Ce jeudi, Muriel Targnion a présidé son possible dernier collège communal en tant que bourgmestre de Verviers. Lundi prochain, une motion de méfiance mixte sera votée. Celle-ci reprend une motion de méfiance collective contre le collège communal et 3 motions de méfiance individuelle contre Muriel Targnion, Hasan Aydin et Sophie Lambert.
Si le vote se déroule comme prévu, ce serait Jean-François Istasse qui deviendrait bourgmestre. Un tour de passe-passe antidémocratique selon l’avocat et ancien bâtonnier verviétois Jules Voisin. Ce dernier a donc décidé d’écrire une lettre ouverte aux élus verviétois.
Une lettre ouverte sans concession
Au sein de cette lettre ouverte, il appelle les élus à ne pas signer les motions ce lundi. S’ils signent malgré tout, il considère que Muriel Targnion devrait saisir le Conseil d’État pour invalider ce qu’il considère comme un jeu politique.
Reste à voir si cette lettre ouverte aura une conséquence sur le vote de lundi. Jules Voisin avoue ne rien attendre comme conséquence. Il souhaitait juste mettre les élus face à leurs responsabilités avant un vote qu’il considère comme anti-démocratique. (P.J.)
La lettre ouverte de Jules Voisin
"Pendant plusieurs mois, de façon récurrente, la presse s’est fait l’écho des difficultés relationnelles qui semblaient exister entre le Collège et le Conseil communal de Verviers, d’une part, et le CPAS, d’autre part.
Les « dérapages » furent étalés au grand jour.
Pour régler certains différends, qui avaient pour objet la légalité même d’actes posés par le CPAS, le Ministre de tutelle fut même amené à intervenir.
Tous les destinataires de la présente lettre ont alors partagé le même constat : il convenait de rétablir des relations harmonieuses afin que la gestion de la Ville ne soit pas impactée par l’ambiance délétère induite par de tels conflits.
Tous ensemble, vous avez identifié l’origine des problèmes et vous avez, tous ensemble, réfléchi à la meilleure façon de les régler.
Dans la mesure où vous avez constaté que quelques membres de la majorité ne partageaient pas nécessairement votre analyse, vous avez alors songé à consolider cette majorité.
C’est ainsi que les membres de la majorité qui dirigeait la Ville depuis les dernières élections ont accepté la main tendue par le CdH. qui, dans un esprit constructif, a offert de contribuer à assainir la situation en rejoignant la majorité en place.

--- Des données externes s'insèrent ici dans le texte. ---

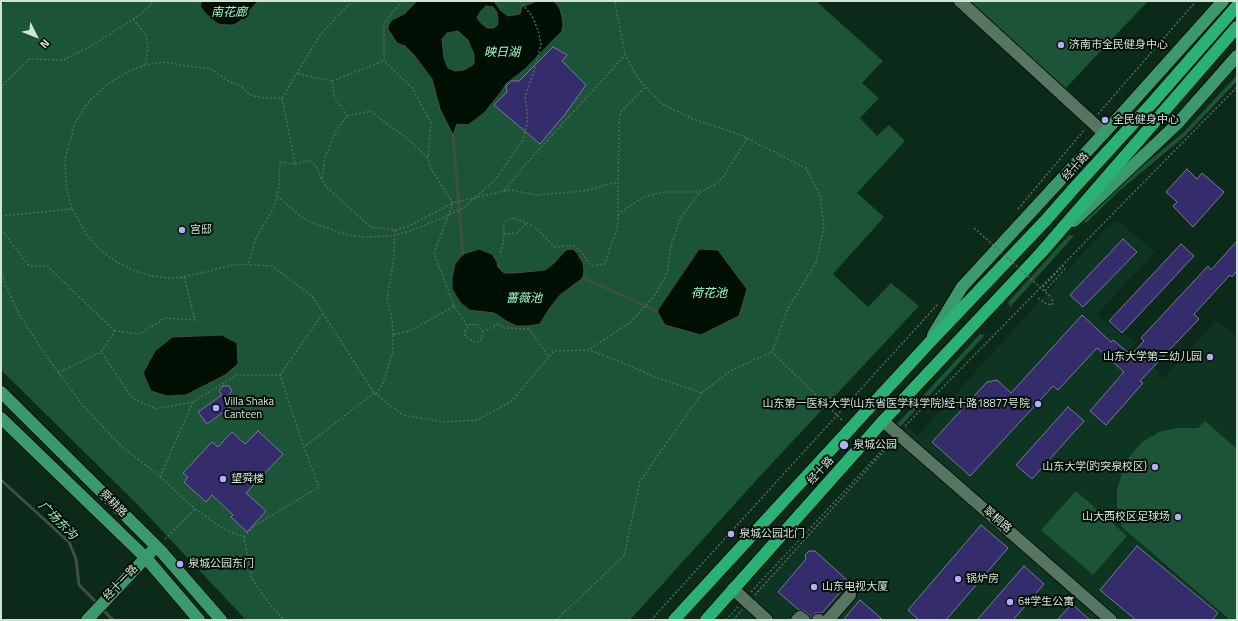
<!DOCTYPE html>
<html>
<head>
<meta charset="utf-8">
<style>
	body { margin:0 }
	#map { position:relative; width:1238px; height:621px; overflow:hidden; background:#0c2a1a; font-family:"Titillium Web",sans-serif }
	canvas { display:block }
	.frame { position:absolute; inset:0; border:2px solid #d2e3d8; pointer-events:none }
	.north { position:absolute; left:16px; top:16px; width:40px; height:40px; -webkit-text-stroke:3px #040f09; paint-order:stroke; rotate:132deg; font-size:11px; font-weight:700; line-height:16px; text-align:center; color:#d2e3d8 }
	.north::after { content:''; display:block; margin:auto; width:14px; height:18px; background:#d2e3d8; clip-path:polygon(50% 0,100% 100%,50% 72%,0 100%) }
</style>
</head>
<body>
<div id="map">
<canvas width="1238" height="621"></canvas>
<div class="frame"></div>
<div class="north">N</div>
</div>
<script>
const ctx = document.querySelector('canvas').getContext('2d');
ctx.lineJoin = 'round';
function fillPath(path, color) {
  ctx.fillStyle = color;
  ctx.fill(path, 'evenodd');
}
function toPath(rows) {
  const path = new Path2D();
  for (const r of rows) {
    path.moveTo(r[0], r[1]);
    for (let i = 2; i < r.length; i += 2) path.lineTo(r[i], r[i + 1]);
  }
  return path;
}
function trace(path, color, width, dash) {
  ctx.strokeStyle = color;
  ctx.lineWidth = width;
  ctx.lineCap = dash ? 'butt' : 'round';
  ctx.setLineDash(dash || []);
  ctx.stroke(path);
}
function label(font, color, halo, rows, align = 'center') {
  ctx.font = font + ' "Titillium Web","Noto Sans SC",sans-serif';
  ctx.lineWidth = 4;
  ctx.setLineDash([]);
  ctx.textBaseline = 'middle';
  ctx.strokeStyle = halo;
  ctx.fillStyle = color;
  for (const [text, x, y, turn = 0] of rows) {
    ctx.save();
    ctx.translate(x, y);
    ctx.rotate((+turn || 0) * Math.PI / 180);
    ctx.textAlign = isNaN(turn) ? turn : align;
    if (halo) ctx.strokeText(text, 0, 0);
    ctx.fillText(text, 0, 0);
    ctx.restore();
  }
}
const built = toPath([
	[1117,220,1155,252,1097,314,1122,336,1125,333,1136,343,1132,347,1159,372,1157,374,1163,379,1216,321,1237,336,1237,620,729,620,907,426,917,436,1106,228]
]);
const green = toPath([
	[5,1,816,1,883,61,862,83,879,98,860,118,877,136,889,125,905,141,857,193,884,217,833,274,868,307,891,283,919,306,762,474,630,620,246,620,138,505,1,370,1,6],
	[968,1,1148,1,1065,89],
	[1237,75,1237,81,1186,135,1118,192,1086,223,1083,220,1115,189,1184,132],
	[1069,235,1074,236,1010,307,1008,302],
	[980,334,985,335,899,428,896,425],
	[1205,421,1237,449,1237,620,1230,620,1122,527,1117,508,1117,489,1122,473,1129,457,1142,442,1159,432,1176,428,1198,428],
	[1076,491,1127,536,1093,575,1041,530]
]);
const water = toPath([
	[202,1,258,1,240,21,234,25,227,25,218,24,205,13,200,6,202,1],
	[417,1,494,1,500,10,508,16,520,14,522,7,537,1,554,1,560,9,562,17,563,24,562,31,525,69,506,84,501,92,484,113,468,125,457,124,453,135,440,109,432,79,414,55,405,46,397,43,388,29,389,24,392,20,404,14,417,1],
	[486,6,493,7,497,12,498,24,494,28,487,28,481,23,477,18,480,12,486,6],
	[458,31,468,40,474,55,474,64,464,70,455,71,448,68,444,58,442,39,447,33,458,31],
	[479,249,492,254,497,262,498,267,504,273,515,273,545,270,553,264,566,250,573,249,577,253,583,263,584,270,583,278,560,295,549,309,540,324,529,326,517,326,508,322,494,313,469,310,460,302,452,289,452,278,455,264,463,254,479,249],
	[699,249,718,250,747,289,739,316,701,335,665,325,657,311,699,249],
	[222,335,237,343,238,364,225,375,186,395,167,396,151,391,143,373,155,351,172,337,222,335]
]);
const stream = toPath([
	[453,135,463,254],
	[583,278,657,311],
	[1,480,69,542,76,559,79,585,99,605],
	[102,609,113,620]
]);
const building = toPath([
	[553,47,567,55,562,61,586,85,566,113,540,144,494,105,507,92,506,86,511,81,519,81,553,47],
	[1187,169,1197,179,1202,173,1224,192,1193,227,1173,206,1177,202,1166,192,1187,169],
	[1123,239,1137,252,1083,307,1070,295,1123,239],
	[1237,241,1237,271,1232,277,1230,275,1194,314,1199,319,1140,381,1143,383,1106,425,1090,411,1124,372,1097,348,1058,390,1053,386,970,476,932,442,987,382,997,380,1011,393,1082,315,1111,342,1113,340,1131,355,1144,341,1141,338,1208,266,1211,270,1237,241],
	[1181,244,1194,256,1122,333,1109,321,1181,244],
	[223,386,229,386,232,391,228,396,233,405,207,424,198,412,222,395,219,391,223,386],
	[1068,407,1084,421,1032,479,1016,465,1068,407],
	[258,431,283,454,246,493,266,511,247,532,231,517,233,515,212,495,206,502,184,482,188,477,183,473,212,442,218,447,232,432,245,444,258,431],
	[981,525,1008,548,946,620,919,620,908,610,981,525],
	[1137,546,1218,613,1212,620,1136,620,1100,590,1137,546],
	[809,551,815,551,849,582,822,613,815,613,811,618,808,614,804,611,799,610,778,592,806,559,805,555,809,551],
	[1024,566,1044,584,1013,620,977,620,1024,566],
	[860,600,883,620,843,620,860,600],
	[1072,604,1090,620,1057,620,1072,604]
]);
const path = toPath([
	[402,1,384,23,384,61,413,89,431,123,428,157],
	[619,1,615,3,625,55,639,80,662,104,693,119,738,134,806,168,820,195,824,227,816,263,788,308,772,352],
	[133,19,146,35,148,48,145,65],
	[298,74,332,81,334,96,347,116],
	[332,81,384,61],
	[1,89,3,85,29,59,64,60,93,45,141,14,154,1],
	[282,98,320,35,346,7,354,1],
	[1098,114,1196,1],
	[295,164,309,160,316,166,322,180,328,189,338,197,370,227,395,230,409,226,453,203,431,169,428,158,408,139,383,121,371,111,347,116,336,131,325,157,322,180],
	[504,191,512,190,536,195,583,191,618,182],
	[72,209,66,186,65,159,75,123,89,101,108,84,129,71,145,65,164,62,186,66,211,69,228,81,241,86,250,95,263,98,282,98,295,164,280,162,279,186,277,196,273,209,256,238,248,265],
	[1018,209,1085,129],
	[1,216,72,209,87,235,100,250,117,262,135,271,152,276,169,278,184,277,238,264,272,266,312,296,374,393,403,415,444,422,477,420,512,401,554,351,589,350,619,361,652,376,702,393,730,371,772,352,843,421],
	[618,216,619,121,621,112,645,87],
	[1,229,29,266,47,266,115,331],
	[504,234,517,233,527,223],
	[500,253,503,244,504,224,506,220,509,219,514,218,527,223,537,229,555,247,560,247,572,245,579,249,591,266,605,264,610,247,617,230,618,216,621,212,644,197,663,192,700,192,714,185,724,176,747,138],
	[1,270,6,286,19,314,45,354,81,403,122,447,155,472,195,509,224,529,244,537,252,579,268,602,284,620],
	[1043,287,1063,266,1065,269],
	[1045,291,1065,269],
	[1038,298,1045,303,1052,305,1053,302,1051,297],
	[454,306,434,253,453,203,504,191,524,166,625,55],
	[483,332,478,325,475,324,469,325,465,331,465,336,476,343,481,339,483,332,498,324,504,328,529,329,549,357],
	[393,335,392,319,387,299,394,257,395,230],
	[590,349,632,321,655,295,667,273,671,246,681,217,700,192],
	[102,353,132,398,156,409,193,402],
	[58,373,101,352,115,331,139,334,165,318,195,320,184,277],
	[280,375,323,313],
	[376,394,383,383,393,352,393,335,410,331,454,306,468,327],
	[905,426,1237,87],
	[160,477,193,402,237,375,280,375,304,447],
	[244,537,254,526,319,487,304,447,374,393],
	[165,539,195,509],
	[751,592,890,442],
	[755,595,891,443],
	[556,620,624,556,640,481,702,393],
	[651,620,938,304],
	[726,620,738,607],
	[733,620,742,610]
]);
const minor = toPath([
	[960,1,1104,133],
	[883,421,1111,620],
	[733,589,767,620],
	[797,620,800,617,804,620],
	[818,620,819,620],
	[828,620,850,595]
]);
const major = toPath([
	[1074,221,1177,124,1237,56],
	[933,335,962,287,1127,108,1223,1],
	[1,392,160,550,221,620],
	[1,418,146,558,199,620],
	[87,620,151,552]
]);
const highway = toPath([
	[674,620,929,343,1046,220,1075,187,1153,102,1237,6],
	[706,620,883,421,1040,254,1237,27]
]);
const pathBridge = toPath([
	[277,196,299,215,310,222,348,235,364,237,390,236,410,231,443,218,463,208,484,190,498,176,523,140,527,123,527,110,525,97,534,71,541,44,538,30,532,16,520,1],
	[974,228,1051,297]
]);
const markers = [
	[1061,45,4,"#b2adf9"],
	[1105,120,4,"#b2adf9"],
	[182,230,4,"#b2adf9"],
	[1210,357,4,"#b2adf9"],
	[1038,404,4,"#b2adf9"],
	[216,408,4,"#b2adf9"],
	[844,445,5,"#b2adf9"],
	[1155,467,4,"#b2adf9"],
	[223,479,4,"#b2adf9"],
	[1178,517,4,"#b2adf9"],
	[731,534,4,"#b2adf9"],
	[180,564,4,"#b2adf9"],
	[958,579,4,"#b2adf9"],
	[814,587,4,"#b2adf9"],
	[1010,602,4,"#b2adf9"]
];
const poiNames = [
	["济南市全民健身中心",1069,45],
	["全民健身中心",1113,120],
	["宫邸",190,230],
	["山东大学第二幼儿园",1202,357,"right"],
	["Villa Shaka",224,402],
	["Canteen",224,415],
	["山东第一医科大学(山东省医学科学院)经十路18877号院",1030,404,"right"],
	["泉城公园",853,445],
	["山东大学(趵突泉校区)",1147,467,"right"],
	["望舜楼",231,479],
	["山大西校区足球场",1170,517,"right"],
	["泉城公园北门",739,534],
	["泉城公园东门",188,564],
	["锅炉房",966,579],
	["山东电视大厦",822,587],
	["6#学生公寓",1018,602]
];
const streetNames = [
	["经十路",1076,167,-48],
	["经十路",821,471,-48],
	["舜耕路",113,504,45],
	["翠桐路",997,520,41],
	["经十一路",121,583,-46]
];
const waterNames = [
	["南花廊",229,13],
	["映日湖",502,53],
	["荷花池",709,294],
	["蔷薇池",524,299],
	["广场东沟",57,521,45]
];
fillPath(built, '#0e3521');
fillPath(green, '#1b5437');
fillPath(water, '#000f04');
trace(water, '#3f4f44', 1);
trace(stream, '#3f4f44', 3);
fillPath(building, '#352c6b');
trace(building, '#7a7997', 1);
trace(minor, '#001205', 14);
trace(major, '#001205', 14);
trace(highway, '#001205', 14);
trace(path, '#516b5c', 1.5, [2, 2]);
trace(minor, '#567562', 12);
trace(major, '#3b9a6d', 12);
trace(highway, '#29b274', 12);
trace(pathBridge, '#516b5c', 1.5, [2, 2]);
for (const [x, y, r, color] of markers) {
  const dot = new Path2D();
  dot.arc(x, y, r, 0, 2 * Math.PI);
  ctx.fillStyle = color;
  ctx.fill(dot);
  trace(dot, '#040f09', 1.5);
}
label('11px', '#d2e3d8', '#040f09', poiNames, 'left');
label('11px', '#d2e3d8', '#040f09', streetNames);
label('italic 12px', '#a4fbc9', '#040f09', waterNames);
</script>
</body>
</html>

Tous ensemble, majorité existante et CdH., vous êtes arrivés à un accord que vous avez coulé dans une « motion de méfiance constructive collective et adoption d’un nouveau pacte de majorité » que vous avez déposée le 7 juillet 2020 en mains de Madame la Directrice générale afin qu’elle soit soumise au vote et adoptée par le Conseil communal.
L’adoption de cette motion ne devait poser aucun problème puisque vous étiez 20 à l’avoir signée et que vous représentiez la majorité des membres de vos formations politiques respectives.
Tous les problèmes semblaient donc réglés
C’est alors qu’une instance, totalement étrangère à la Ville de Verviers, est intervenue et a fait savoir que l’accord que vous aviez conclu ne lui convenait pas !
Il s’agit du Parti socialiste qui décida de mettre l’USC et la Fédération Socialiste de Verviers « sous tutelle »
Ce n’était évidemment pas la Ville de Verviers et ses organes représentatifs qui étaient ainsi mis « sous tutelle » et cette intervention extérieure n’était donc pas de nature à affecter, de quelque façon que ce soit, l’accord que vous aviez conclu.
Vous avez donc présenté à la population, via la presse, les nouveaux partenaires constituant la nouvelle majorité.
Toutefois, quelques-uns, sous la pression de cette « tutelle » mise en place par un parti politique (rappelons que cette « tutelle » est sans pouvoir aucun…) n’ont pas hésité à renier leur parole et leur signature !
Aujourd’hui, c’est quasiment l’ensemble des signataires qui s’apprêtent à suivre ce lamentable exemple…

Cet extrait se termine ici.